Apple has released the iPhone SDK. The 2.1 gigabyte download is free after registration and includes the latest Developer Tools as well.
I personally don’t use an iPhone. Being able to hack it (or get third party software for it) was a stopper for me. Another argument against the iPhone was the rather limited storage space — 4 and 8 gigs simply did not seem enough space.
Apple still wants to retain some control over which apps are pushed on the phone, but it seems the upcoming operating system of the iPhone has already been hacked. People may be able to install software independently from Apple (e.g. to remove a SIM card lock) on a hacked phone.
But looking at the developer site for the iPhone simply does it right. I get a clear product, a very readable documentation and easy to digest tutorials – developing hardware and software together again pays out in a consistent product.

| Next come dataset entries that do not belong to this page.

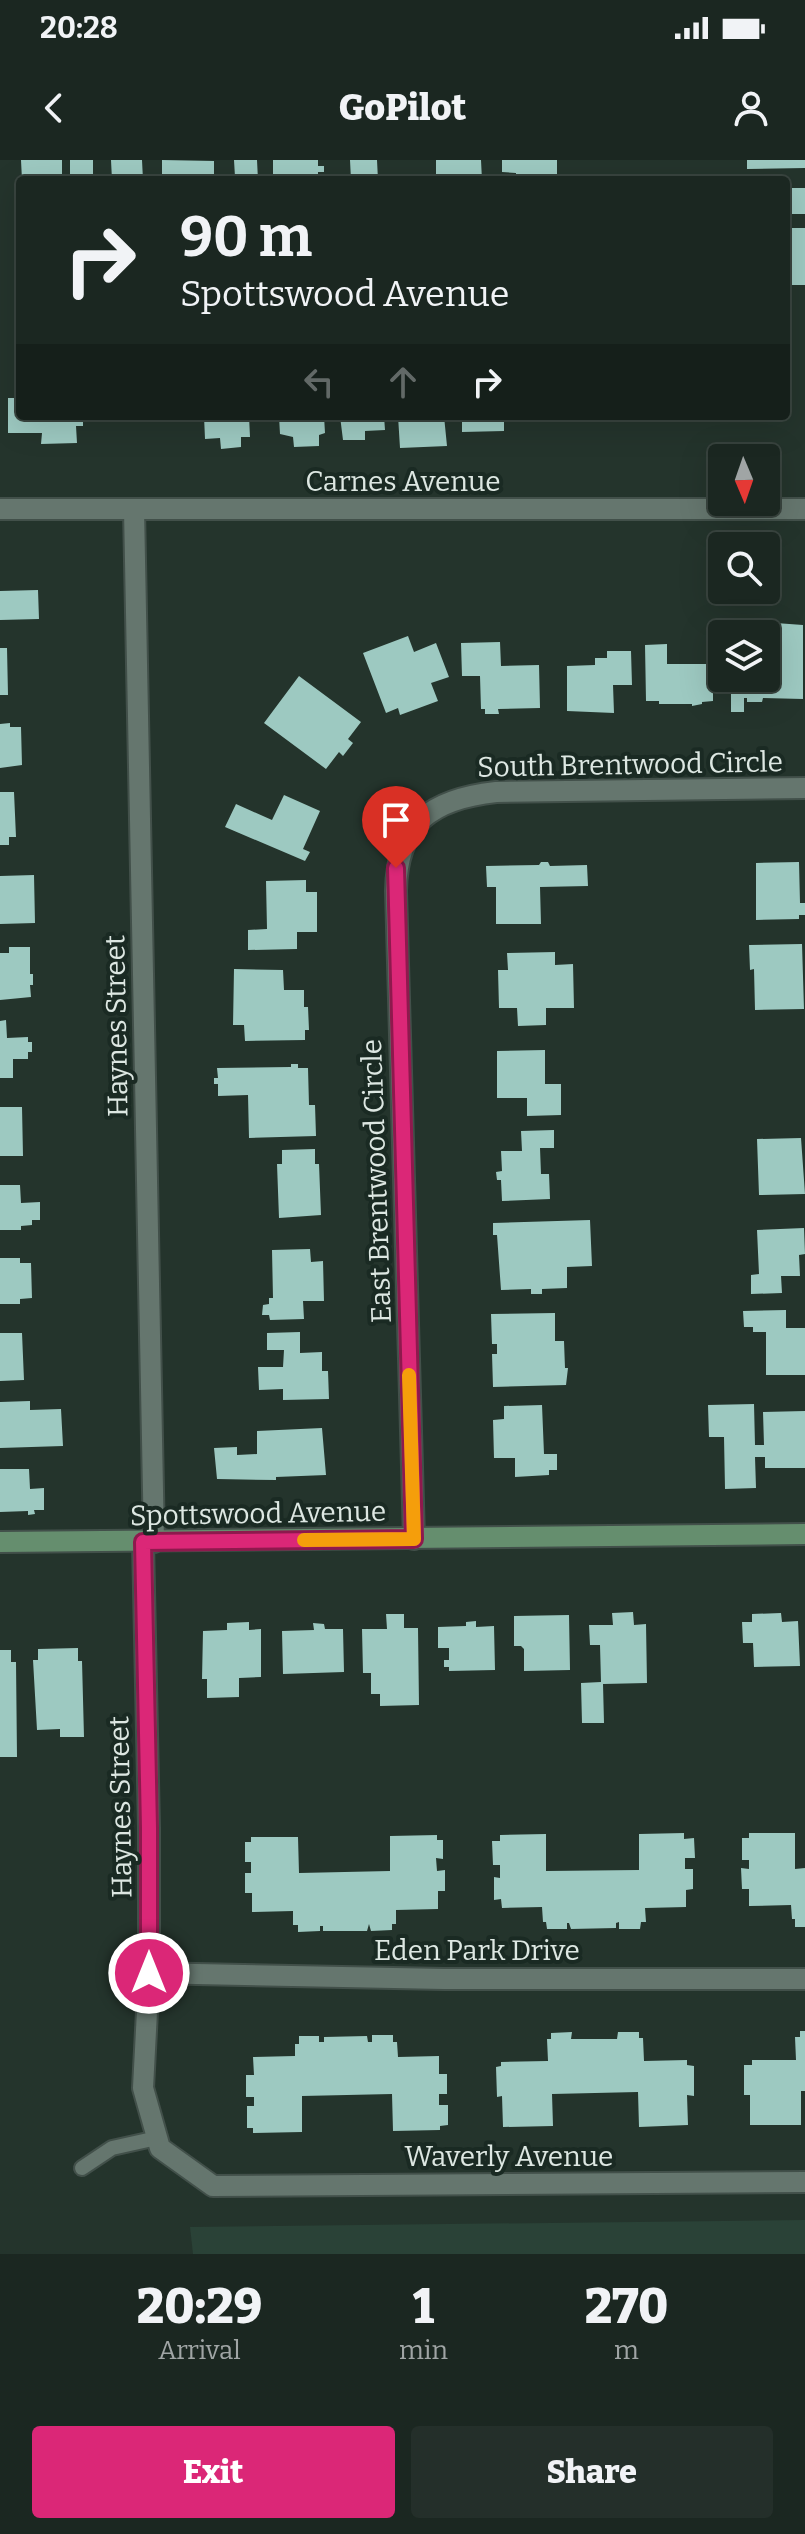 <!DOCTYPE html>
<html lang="en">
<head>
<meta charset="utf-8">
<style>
	body { margin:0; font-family:Bitter,serif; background:#242f2a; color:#f1f3f6; height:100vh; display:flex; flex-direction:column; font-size:30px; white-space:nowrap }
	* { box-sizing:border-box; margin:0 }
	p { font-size:26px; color:#a0a5a5 }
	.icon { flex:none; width:44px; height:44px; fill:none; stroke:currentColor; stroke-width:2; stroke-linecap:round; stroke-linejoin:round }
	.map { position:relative; height:2094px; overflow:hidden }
	.drawer { display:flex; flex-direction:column; background:#1b2721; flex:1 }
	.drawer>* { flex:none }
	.hud { position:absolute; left:16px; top:16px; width:774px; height:244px; border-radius:8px; box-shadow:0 8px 32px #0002,0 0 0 2px #39443f; background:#1b2721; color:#f1f3f6; overflow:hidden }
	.needle { width:52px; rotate:178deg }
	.buttons { position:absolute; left:708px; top:284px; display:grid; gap:16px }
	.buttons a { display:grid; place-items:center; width:72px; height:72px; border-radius:8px; background:#1b2721; box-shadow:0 8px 32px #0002,0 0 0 2px #39443f; font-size:40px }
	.pin { position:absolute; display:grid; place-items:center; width:68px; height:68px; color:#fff; margin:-82px -34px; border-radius:50% 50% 50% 0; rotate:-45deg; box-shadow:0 0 8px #0007 }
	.pin .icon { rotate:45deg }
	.me { position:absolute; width:88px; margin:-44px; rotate:0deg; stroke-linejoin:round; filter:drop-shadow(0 0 6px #0008) }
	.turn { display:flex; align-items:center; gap:28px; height:168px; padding:0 32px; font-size:36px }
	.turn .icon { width:104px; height:104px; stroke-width:2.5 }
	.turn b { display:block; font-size:56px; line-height:68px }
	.lanes { display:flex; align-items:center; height:76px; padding:0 32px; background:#0003; justify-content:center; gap:40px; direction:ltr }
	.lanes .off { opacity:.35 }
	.eta { display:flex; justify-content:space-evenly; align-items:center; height:136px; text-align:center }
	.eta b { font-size:48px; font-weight:800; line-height:56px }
	.button { display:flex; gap:16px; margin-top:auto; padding:16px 32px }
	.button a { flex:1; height:92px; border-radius:8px; background:#db2777; color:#fff; font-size:32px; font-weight:800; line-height:92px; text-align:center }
	.button a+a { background:#242f2a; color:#f1f3f6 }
	.status { display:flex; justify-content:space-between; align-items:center; height:56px; padding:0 40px; background:#1b2721; direction:ltr }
	.status svg { height:22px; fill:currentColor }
	header { display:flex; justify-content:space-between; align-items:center; height:104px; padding:0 32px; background:#1b2721; font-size:36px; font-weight:800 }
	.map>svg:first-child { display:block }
	.built { fill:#2a4237 }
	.building { fill:#9dc9c1 }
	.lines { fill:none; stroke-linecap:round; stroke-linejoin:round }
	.lane-casing { stroke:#42504a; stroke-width:18 }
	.street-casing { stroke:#42504a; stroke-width:24 }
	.secondary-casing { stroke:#42504a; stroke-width:24 }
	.lane { stroke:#65766e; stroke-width:14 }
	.street { stroke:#65766e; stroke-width:20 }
	.secondary { stroke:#658e6e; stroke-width:20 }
	.route-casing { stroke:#8e194d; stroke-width:20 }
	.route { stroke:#db2777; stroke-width:14 }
	.slow { stroke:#f59e0b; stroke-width:14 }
	.labels { text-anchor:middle; stroke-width:8; stroke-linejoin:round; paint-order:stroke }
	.street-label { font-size:28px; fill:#dde7e2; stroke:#1a2a23 }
</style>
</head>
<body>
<div class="status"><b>20:28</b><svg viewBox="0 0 49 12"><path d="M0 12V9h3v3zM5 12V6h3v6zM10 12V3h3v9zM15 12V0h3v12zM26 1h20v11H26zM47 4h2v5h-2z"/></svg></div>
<header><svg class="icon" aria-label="back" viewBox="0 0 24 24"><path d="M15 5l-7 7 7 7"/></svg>GoPilot<svg class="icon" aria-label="person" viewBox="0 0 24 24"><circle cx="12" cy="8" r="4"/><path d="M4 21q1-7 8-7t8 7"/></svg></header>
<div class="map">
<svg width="805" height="2094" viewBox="0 0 805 2094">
	<rect width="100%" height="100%" fill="#24342c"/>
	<path class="built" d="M805,2060V2094H193L190,2067Z"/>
	<path class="building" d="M21,0H62V20H22Z
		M70,0H93V20H70Z
		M111,0H142L143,20H112Z
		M162,0L214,1V14H210L211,20H162Z
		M234,0H257L258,20H232V16L235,17Z
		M273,0H318V6H324V12H318V20H273Z
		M350,0H377L378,20H351Z
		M436,0H481L482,20H436Z
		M502,0H557V20H516V13L502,12Z
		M747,0H805V8L747,9Z
		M786,28H805V54H786Z
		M786,68H805V125H786Z
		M8,238H20V256H83V266H76L77,283L41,284L42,273H8Z
		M204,256H249L250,277H241V287L221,289L220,278L205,279Z
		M279,256H324L325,273L319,275V286L294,287L293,277L280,274Z
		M340,256H384L385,270L365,271V280H343Z
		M398,256H444L447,286L400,288Z
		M462,256H504V271L462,272Z
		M38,430L39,459L0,460V431Z
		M761,462L803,465V539L763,538L762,542H747V538H744V552H731V518H766V474H744V465H761Z
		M408,476L414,492L436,483L449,517L431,523L438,541L400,555L398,548L386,553L363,493Z
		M500,482L501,506L539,505L540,548L498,549L499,554H485V549H481L480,516H462L461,483Z
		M667,484V504H713V541L702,542V544L692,546V544H659V541H646L645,485Z
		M0,488H7L8,535H0Z
		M607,491H631L632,525H613L614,553L567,551V506L595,505V498H607Z
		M299,516L361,562L348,579L353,583L343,596L339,592L326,609L264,563Z
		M10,563V567H21L22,605L0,608V564Z
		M0,632H14L16,677H9V685H0Z
		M284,635L320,651L303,689L310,692L305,701L225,667L236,644L272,660Z
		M541,702H548L550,706L587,705L588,726L540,727L541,764H496V727H487L486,706L539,705Z
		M799,702L800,743H805V755H799V759L756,760V703Z
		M34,715L35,763L0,764V716Z
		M306,720V732H317V772H297V789L248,790V770L267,769L266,721Z
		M802,784L804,849L755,850L754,809L750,810L749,785Z
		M9,787H30V814H33V825H30L31,837L0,840V793H9Z
		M555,792V805L573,804L574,848H546V865L518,866L517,848H499L498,810H508L507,793Z
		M234,809L283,810L284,830H304V847H308L309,870H305V880L245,881L244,865H233Z
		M6,860L7,878L28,877V882H32V892H28V899H13V918H0V861Z
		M545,890V924H561V955L527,956V938H497V891Z
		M291,904H298V908H308L309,945H315L316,976L249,978L248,935L218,936V924H214V918H218L217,908L291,907Z
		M0,947H22L23,996H0Z
		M554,970V988H540L541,1014H549L550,1039L502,1041L501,1020H497L496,1012L502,1011L501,991H522L521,971Z
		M801,978L805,1034L759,1035L757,979Z
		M315,989V1004H319L321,1055L279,1058L277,1004H282V990Z
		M0,1025H20L21,1043L40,1042V1060H32V1065L21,1066V1070H0Z
		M590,1060L592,1106L567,1107V1128L542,1129V1134H531V1129L501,1130L497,1075H493V1063Z
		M804,1068L805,1094L799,1095L800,1116H781L782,1133L751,1134V1115L759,1114L757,1070Z
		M310,1089L311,1102L323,1101L324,1141H303L304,1159L270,1160L269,1155H262L263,1145L269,1144V1138H273L272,1090Z
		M0,1098H20V1103H31L32,1138L20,1139V1144H0Z
		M786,1150V1168H805V1215H766V1172H753V1167H744L743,1151Z
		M555,1153V1181H564L565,1208H568L566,1225L493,1227L492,1194H497V1184H492L491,1154Z
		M300,1172V1193L322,1192V1211H328L329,1239L283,1240V1229L259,1230L258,1207H283L284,1190H267V1173Z
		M0,1173H22L24,1220L0,1221Z
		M30,1241V1250L61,1249L63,1286L0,1288V1242Z
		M754,1244L755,1285H764L763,1252L805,1251V1308H765V1297H755L756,1328L725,1329L724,1277H709L708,1245Z
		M542,1245L544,1294H557V1310H549V1315L515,1317V1298H494L493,1260L504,1259V1246Z
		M322,1268L326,1315L276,1317V1320L217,1319L214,1288L237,1287V1295L257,1294V1271Z
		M0,1309H29L30,1329L44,1328V1350H34L35,1354L28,1355V1351L0,1352Z
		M633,1452L634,1465L646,1464L647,1523L603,1524L604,1563H582L581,1523L601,1522L600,1485H590L589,1465H613L612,1453Z
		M781,1453L782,1462L798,1461L800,1506L754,1507L753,1483H743L742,1462H752V1454Z
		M386,1454H404V1468H418L419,1545L380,1546V1534H371V1513H363L362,1469H387Z
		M569,1455L570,1510L524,1511V1489L521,1486H514V1456Z
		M476,1461V1467L494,1466L495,1510L449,1511V1507H444V1500H449V1488H438V1467L466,1466V1462Z
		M249,1462V1470L261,1469V1517L239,1518V1537L207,1538V1519H202L203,1471L227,1470V1463Z
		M313,1463L324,1464L325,1469H343L344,1512L283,1514L282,1471L314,1470Z
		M78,1488V1501H82L84,1577H60V1569L37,1570L33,1500H38V1489Z
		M0,1490H11V1502H16L17,1597H0Z
		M684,1673V1679L694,1678L695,1698H685V1709H693V1729L686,1730V1747L645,1748L646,1762H641L640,1769H619V1762L616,1763V1768L571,1769L569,1763H567V1769H547L546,1762H543L542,1747L502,1748L501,1739L494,1740V1717L500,1718V1705H493L492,1681H500V1675L546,1674V1711L639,1710V1674Z
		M749,1673H795V1709L805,1708V1767H795V1759H792L791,1745L749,1746V1729H742L741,1708L749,1709V1700H742V1678H749Z
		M437,1675V1680H443V1699L436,1698L437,1711L445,1710V1731H438V1749L396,1750V1764H392V1770L371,1771L369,1764L367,1771H323V1766H320V1771L298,1772V1765H293V1751L252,1752V1733H245V1713H251V1702H245V1682H251V1677H298L299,1713L390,1711V1676Z
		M800,1871H805V1931H801V1965H750V1935H744V1905H752V1900H796L795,1877H800Z
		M572,1872L571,1879H617L618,1872H639V1878H643L644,1901L687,1900V1905L694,1906V1936L687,1935L688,1965L639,1967L638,1932L552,1934L553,1966L503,1967L502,1936L497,1937L496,1907L501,1906V1902L548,1901L547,1879H551V1873Z
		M372,1875H393V1882H397L398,1897L439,1896V1914H447V1934H439V1945H448V1965L440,1966V1970L393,1971L392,1934L302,1936V1972L253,1973V1968H247V1946H254V1937H246V1915H254L253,1897L295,1896V1884H299V1876H319V1882H324V1877L367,1876L368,1882H372Z"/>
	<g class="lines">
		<g class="lane-casing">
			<path id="lane" d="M82,2008L112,1988L157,1978"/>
		</g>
		<g class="street-casing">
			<path id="street" d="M0,349H805
				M134,349L154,1382
				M414,1379L396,731C397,663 432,639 496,632L805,628
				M143,1382L149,1668V1813L143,1928L160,1988L213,2026L805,2022
				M149,1813L444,1819H805"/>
		</g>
		<g class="secondary-casing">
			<path id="secondary" d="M0,1382L805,1374"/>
		</g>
		<use href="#lane" class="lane"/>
		<use href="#street" class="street"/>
		<use href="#secondary" class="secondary"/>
	</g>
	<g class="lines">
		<g class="route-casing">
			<path id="route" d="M149,1813V1668L143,1382L414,1379L396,708"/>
		</g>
		<use href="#route" class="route"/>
		<path class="slow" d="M304,1380L414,1379L409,1215"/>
	</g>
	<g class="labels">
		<g class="street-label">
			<text x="403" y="331">Carnes Avenue</text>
			<text transform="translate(630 604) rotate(-1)" y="10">South Brentwood Circle</text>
			<text transform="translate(116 866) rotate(-91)" y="10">Haynes Street</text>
			<text transform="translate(376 1021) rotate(-92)" y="10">East Brentwood Circle</text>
			<text transform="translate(258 1353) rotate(-1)" y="10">Spottswood Avenue</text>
			<text transform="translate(120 1647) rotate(-91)" y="10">Haynes Street</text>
			<text x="477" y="1800">Eden Park Drive</text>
			<text x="509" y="2006">Waverly Avenue</text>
		</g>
	</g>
</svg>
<div class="buttons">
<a><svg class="needle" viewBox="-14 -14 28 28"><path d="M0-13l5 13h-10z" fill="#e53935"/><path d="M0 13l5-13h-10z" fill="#a0a5a5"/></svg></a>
<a><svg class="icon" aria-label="search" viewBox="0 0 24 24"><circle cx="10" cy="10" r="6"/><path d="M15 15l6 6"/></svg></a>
<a><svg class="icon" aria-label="layers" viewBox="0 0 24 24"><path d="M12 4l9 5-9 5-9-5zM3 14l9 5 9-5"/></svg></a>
</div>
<div class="pin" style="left:396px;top:708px;background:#d93025"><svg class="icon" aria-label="arrive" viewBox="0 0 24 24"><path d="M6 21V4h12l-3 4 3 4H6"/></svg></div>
<svg class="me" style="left:149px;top:1813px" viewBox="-20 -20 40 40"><circle r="17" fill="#db2777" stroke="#fff" stroke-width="3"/><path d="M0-11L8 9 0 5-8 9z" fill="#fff"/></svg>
<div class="hud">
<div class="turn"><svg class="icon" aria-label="right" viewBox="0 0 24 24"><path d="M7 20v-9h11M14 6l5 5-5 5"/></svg><div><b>90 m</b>Spottswood Avenue</div></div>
<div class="lanes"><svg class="icon off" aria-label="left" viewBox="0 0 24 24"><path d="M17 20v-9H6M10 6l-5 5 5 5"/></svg><svg class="icon off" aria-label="ahead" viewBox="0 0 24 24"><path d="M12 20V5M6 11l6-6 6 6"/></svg><svg class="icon" aria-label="right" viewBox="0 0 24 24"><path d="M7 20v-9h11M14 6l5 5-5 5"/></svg></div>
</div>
</div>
<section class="drawer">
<div class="eta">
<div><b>20:29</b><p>Arrival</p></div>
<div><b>1</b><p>min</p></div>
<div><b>270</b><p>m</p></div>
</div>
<div class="button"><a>Exit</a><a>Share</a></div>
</section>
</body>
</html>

The Android SDK on the other hand is lacking the simple question: How can I get started (I mean really)? What devices can I deploy an Android application on? In fact the Android FAQ states that there are no phones that Android is running on. So who is supporting Android? Why should I spend time on developing for a theoretical market? Android is nothing more than an approach to an upcoming problem that Apple has already solved from A-Z.
That is the reason why Apple is succsessful: They offer solutions – not concepts.
People that think the stylishness of their products are key to Apple’s success don’t know much about Design.